Celebrate the end of the inaugural season of the West Baltimore Farmer’s Market and explore the history of the Greater Rosemont neighborhood with a free mile-and-a-half long walking tour on November 20 at 10:00 AM starting from the West Baltimore MARC Station (Southwest corner of the North Smallwood and West Franklin Street). In the early 1950s, the neighborhoods of Greater Rosemont flipped from nearly exclusively white to almost completely African American through a period of rapid “white flight.” The new residents established a stable middle-class community that successfully resisted demolition by the “Highway to Nowhere.”
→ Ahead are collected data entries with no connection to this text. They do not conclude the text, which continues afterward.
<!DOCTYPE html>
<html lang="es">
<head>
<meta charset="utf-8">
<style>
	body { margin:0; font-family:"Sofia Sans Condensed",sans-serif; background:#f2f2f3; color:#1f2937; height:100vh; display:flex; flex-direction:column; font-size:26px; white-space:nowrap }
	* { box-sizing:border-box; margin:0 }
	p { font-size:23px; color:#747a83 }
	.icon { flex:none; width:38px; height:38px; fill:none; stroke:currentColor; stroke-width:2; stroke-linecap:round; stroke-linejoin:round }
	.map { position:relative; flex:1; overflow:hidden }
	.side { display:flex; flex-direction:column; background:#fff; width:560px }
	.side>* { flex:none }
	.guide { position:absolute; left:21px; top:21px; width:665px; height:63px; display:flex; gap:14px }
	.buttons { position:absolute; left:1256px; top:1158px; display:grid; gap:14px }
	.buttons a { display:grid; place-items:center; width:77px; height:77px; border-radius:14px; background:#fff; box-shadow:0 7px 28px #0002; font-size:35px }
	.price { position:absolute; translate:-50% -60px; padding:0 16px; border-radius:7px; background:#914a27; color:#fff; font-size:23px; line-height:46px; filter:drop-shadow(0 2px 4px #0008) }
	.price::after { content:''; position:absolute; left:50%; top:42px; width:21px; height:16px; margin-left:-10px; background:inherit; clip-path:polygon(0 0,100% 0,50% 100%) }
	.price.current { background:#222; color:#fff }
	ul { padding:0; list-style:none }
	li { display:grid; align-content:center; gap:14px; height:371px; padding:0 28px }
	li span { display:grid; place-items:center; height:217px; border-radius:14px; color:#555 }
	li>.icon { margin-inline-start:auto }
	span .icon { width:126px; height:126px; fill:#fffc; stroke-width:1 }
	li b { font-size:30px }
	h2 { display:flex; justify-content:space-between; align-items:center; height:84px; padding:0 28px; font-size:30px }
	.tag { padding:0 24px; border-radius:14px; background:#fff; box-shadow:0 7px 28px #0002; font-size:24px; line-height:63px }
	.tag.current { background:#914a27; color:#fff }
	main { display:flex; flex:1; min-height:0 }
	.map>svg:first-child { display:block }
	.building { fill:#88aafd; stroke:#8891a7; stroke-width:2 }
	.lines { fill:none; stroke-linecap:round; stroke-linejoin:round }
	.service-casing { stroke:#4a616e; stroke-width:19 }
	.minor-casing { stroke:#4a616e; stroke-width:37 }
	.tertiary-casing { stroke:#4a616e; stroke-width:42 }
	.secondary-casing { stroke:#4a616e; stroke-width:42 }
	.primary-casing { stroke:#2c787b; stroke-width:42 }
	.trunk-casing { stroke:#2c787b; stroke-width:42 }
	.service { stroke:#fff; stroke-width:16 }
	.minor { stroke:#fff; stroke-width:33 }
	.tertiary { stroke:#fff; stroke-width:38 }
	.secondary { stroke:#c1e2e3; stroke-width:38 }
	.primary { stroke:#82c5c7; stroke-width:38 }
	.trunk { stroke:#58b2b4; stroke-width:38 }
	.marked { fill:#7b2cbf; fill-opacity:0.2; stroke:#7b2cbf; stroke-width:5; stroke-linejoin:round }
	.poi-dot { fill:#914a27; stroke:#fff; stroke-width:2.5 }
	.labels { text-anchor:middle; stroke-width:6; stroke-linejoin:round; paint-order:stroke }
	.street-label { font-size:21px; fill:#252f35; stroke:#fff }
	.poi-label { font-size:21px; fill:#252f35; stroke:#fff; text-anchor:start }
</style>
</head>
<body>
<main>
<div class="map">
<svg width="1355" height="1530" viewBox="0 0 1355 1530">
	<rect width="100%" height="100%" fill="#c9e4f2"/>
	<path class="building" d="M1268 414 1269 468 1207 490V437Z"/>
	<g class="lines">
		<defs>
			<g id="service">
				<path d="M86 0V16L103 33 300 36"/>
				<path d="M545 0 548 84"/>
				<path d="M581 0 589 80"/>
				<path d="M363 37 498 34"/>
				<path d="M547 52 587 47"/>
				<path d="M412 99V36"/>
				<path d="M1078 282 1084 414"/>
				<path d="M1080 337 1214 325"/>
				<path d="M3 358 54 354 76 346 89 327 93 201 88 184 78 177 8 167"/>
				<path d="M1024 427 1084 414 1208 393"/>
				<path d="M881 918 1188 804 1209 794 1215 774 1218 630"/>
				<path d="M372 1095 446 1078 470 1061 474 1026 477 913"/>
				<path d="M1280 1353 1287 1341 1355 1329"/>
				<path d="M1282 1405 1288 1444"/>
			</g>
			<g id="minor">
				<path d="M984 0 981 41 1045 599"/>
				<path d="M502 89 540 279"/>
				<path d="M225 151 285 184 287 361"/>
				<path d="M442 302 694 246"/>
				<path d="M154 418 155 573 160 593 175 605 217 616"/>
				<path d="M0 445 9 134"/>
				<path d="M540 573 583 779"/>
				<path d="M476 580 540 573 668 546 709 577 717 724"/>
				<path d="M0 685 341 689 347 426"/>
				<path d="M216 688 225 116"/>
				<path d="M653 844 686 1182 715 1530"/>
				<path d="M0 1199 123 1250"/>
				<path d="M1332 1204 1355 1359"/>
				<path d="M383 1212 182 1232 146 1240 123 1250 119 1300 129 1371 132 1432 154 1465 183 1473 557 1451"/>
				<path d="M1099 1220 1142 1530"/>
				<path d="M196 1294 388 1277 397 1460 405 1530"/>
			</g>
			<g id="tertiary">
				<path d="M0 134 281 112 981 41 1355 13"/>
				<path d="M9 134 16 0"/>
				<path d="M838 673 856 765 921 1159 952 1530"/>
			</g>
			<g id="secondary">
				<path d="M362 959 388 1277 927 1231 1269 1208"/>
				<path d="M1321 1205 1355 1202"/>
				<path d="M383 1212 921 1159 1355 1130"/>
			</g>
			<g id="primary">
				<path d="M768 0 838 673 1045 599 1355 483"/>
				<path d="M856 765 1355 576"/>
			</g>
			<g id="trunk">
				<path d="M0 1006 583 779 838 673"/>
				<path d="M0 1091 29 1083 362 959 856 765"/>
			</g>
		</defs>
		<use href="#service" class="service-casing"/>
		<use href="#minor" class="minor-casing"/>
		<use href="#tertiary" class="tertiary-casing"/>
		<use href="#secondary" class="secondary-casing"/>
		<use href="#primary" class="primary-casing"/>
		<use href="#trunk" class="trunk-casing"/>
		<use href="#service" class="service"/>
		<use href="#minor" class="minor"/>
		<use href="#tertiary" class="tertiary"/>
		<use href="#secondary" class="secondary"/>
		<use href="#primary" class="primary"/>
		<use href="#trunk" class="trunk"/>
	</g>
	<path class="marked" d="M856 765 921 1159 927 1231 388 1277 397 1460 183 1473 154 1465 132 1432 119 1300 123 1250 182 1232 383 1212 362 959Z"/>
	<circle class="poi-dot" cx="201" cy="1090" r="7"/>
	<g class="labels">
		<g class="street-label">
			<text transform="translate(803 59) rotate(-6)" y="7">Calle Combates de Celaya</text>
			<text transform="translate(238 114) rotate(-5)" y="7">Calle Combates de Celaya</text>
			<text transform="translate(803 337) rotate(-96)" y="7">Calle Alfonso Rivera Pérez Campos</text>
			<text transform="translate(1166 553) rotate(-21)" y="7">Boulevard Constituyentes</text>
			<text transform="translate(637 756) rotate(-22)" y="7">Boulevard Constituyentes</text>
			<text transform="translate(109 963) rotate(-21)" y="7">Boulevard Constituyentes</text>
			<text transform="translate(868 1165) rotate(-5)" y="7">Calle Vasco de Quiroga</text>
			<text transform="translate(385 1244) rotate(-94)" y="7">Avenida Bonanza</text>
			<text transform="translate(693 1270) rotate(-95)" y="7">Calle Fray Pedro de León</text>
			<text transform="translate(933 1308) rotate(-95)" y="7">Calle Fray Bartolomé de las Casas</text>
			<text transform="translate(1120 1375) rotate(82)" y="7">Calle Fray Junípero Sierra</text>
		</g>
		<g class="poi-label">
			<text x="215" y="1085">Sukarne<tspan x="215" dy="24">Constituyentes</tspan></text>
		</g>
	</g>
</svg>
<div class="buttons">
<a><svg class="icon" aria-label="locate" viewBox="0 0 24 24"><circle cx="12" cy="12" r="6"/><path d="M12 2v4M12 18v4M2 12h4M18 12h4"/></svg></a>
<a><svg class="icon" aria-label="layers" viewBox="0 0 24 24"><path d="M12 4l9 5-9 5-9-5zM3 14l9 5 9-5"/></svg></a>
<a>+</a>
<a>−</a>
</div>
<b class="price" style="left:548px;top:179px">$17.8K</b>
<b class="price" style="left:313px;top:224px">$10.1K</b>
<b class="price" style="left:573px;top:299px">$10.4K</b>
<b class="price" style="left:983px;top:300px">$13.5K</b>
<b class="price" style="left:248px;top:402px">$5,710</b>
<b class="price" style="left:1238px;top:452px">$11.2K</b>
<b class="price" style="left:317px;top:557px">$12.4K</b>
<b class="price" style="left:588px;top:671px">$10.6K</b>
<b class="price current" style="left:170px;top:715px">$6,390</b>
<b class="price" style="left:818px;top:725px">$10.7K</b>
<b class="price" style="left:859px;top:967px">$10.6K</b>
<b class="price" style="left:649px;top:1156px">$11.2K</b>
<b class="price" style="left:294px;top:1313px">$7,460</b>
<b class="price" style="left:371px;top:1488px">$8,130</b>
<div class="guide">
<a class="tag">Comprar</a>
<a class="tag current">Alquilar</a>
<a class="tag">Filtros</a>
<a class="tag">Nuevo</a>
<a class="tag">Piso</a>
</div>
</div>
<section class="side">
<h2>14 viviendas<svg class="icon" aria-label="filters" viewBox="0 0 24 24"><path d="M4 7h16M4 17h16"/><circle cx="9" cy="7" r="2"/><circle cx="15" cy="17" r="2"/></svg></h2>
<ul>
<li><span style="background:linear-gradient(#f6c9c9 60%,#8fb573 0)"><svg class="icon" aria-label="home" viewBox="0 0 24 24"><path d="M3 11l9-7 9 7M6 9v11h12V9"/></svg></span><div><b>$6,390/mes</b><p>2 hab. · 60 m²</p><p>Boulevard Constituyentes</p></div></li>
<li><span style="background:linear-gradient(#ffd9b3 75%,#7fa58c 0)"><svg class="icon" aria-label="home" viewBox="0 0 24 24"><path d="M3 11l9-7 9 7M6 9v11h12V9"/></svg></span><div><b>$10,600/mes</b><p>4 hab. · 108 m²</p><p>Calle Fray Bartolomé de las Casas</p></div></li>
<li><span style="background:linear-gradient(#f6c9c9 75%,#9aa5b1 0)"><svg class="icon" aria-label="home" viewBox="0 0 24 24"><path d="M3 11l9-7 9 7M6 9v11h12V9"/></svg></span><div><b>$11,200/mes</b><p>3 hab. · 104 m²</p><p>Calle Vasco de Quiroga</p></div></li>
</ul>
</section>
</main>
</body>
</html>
This short walking tour will take you from the very beginnings of the neighborhood as a streetcar suburb up through the present day and the prospect of the new Red Line light rail route. It is also a chance to celebrate the last day of the West Baltimore Farmers Market which is brining fresh, locally produced food to residents who live in a community that is characterized as an urban “food desert.” Please RSVP for this free walking tour!
Please join us this Thursday, October 21 is our annual Fall Baltimore Heritage Lecture called “Rethinking Urban History from the Margins” by Dr. Rhonda Y. Williams, a Baltimore native and associate professor at Case Western Reserve University. Note that the location has moved from Ebenzer AME Church to Saints Stephen & James Evangelical Lutheran Church (938 S. Hanover Street, 21230).
Date: Thursday, October 21, 2010
Time: 7:00 p.m. to 8:30 p.m.
Location: Saints Stephen & James Evangelical Lutheran Church (938 S. Hanover Street, Baltimore 21230)
(This is in the historic Sharp-Leadenhall neighborhood)
RSVP: Click here to RSVP
The intersection of race and place is a central issue in the histories of Baltimore neighborhoods and is clearly present in the city’s tumultuous relationship with public housing. Baltimore native Dr. Rhonda Williams will draw on extensive oral histories and archival research for to share the stories of the African American women as community activists who fought for “rights, respect, and representation” for their families and neighbors living in Baltimore public housing. Author of The Politics of Public Housing: Black Women’s Struggles Against Urban Inequality, Dr. Williams will challenge us to reconsider the role of public housing in Baltimore neighborhoods and its broader significance in Baltimore’s history of race and place.
In addition to our regular tours this fall, in October we are pleased to host a special series called “Race and Place in Baltimore Neighborhoods.” The series includes three Saturday morning walking tours in Upton, Greater Rosemont, and Sharp-Leadenhall and a lecture by distinguished scholar and Baltimore native Dr. Rhonda Williams. We would love to have you join us for one or all of these! And, thanks to the Maryland Humanities Council and Free Fall Baltimore, they are all free.
Together with scholars from the Reginald F. Lewis Museum, UMBC, and Towson University, as well as neighborhood leaders from the Upton Planning Committee, the Evergreen Protective Association, and the Sharp-Leadenhall Planning Committee, we will walk through neighborhoods that have served witness to Baltimore’s challenging histories of segregation, civil rights, racial transition, displacement, urban renewal, and even historic preservation. You’re encouraged to stay for a light lunch after each tour to continue the discussion with our tour leaders as we delve into the complicated relationships between race and place and what this history means for the future of these and many other Baltimore neighborhoods.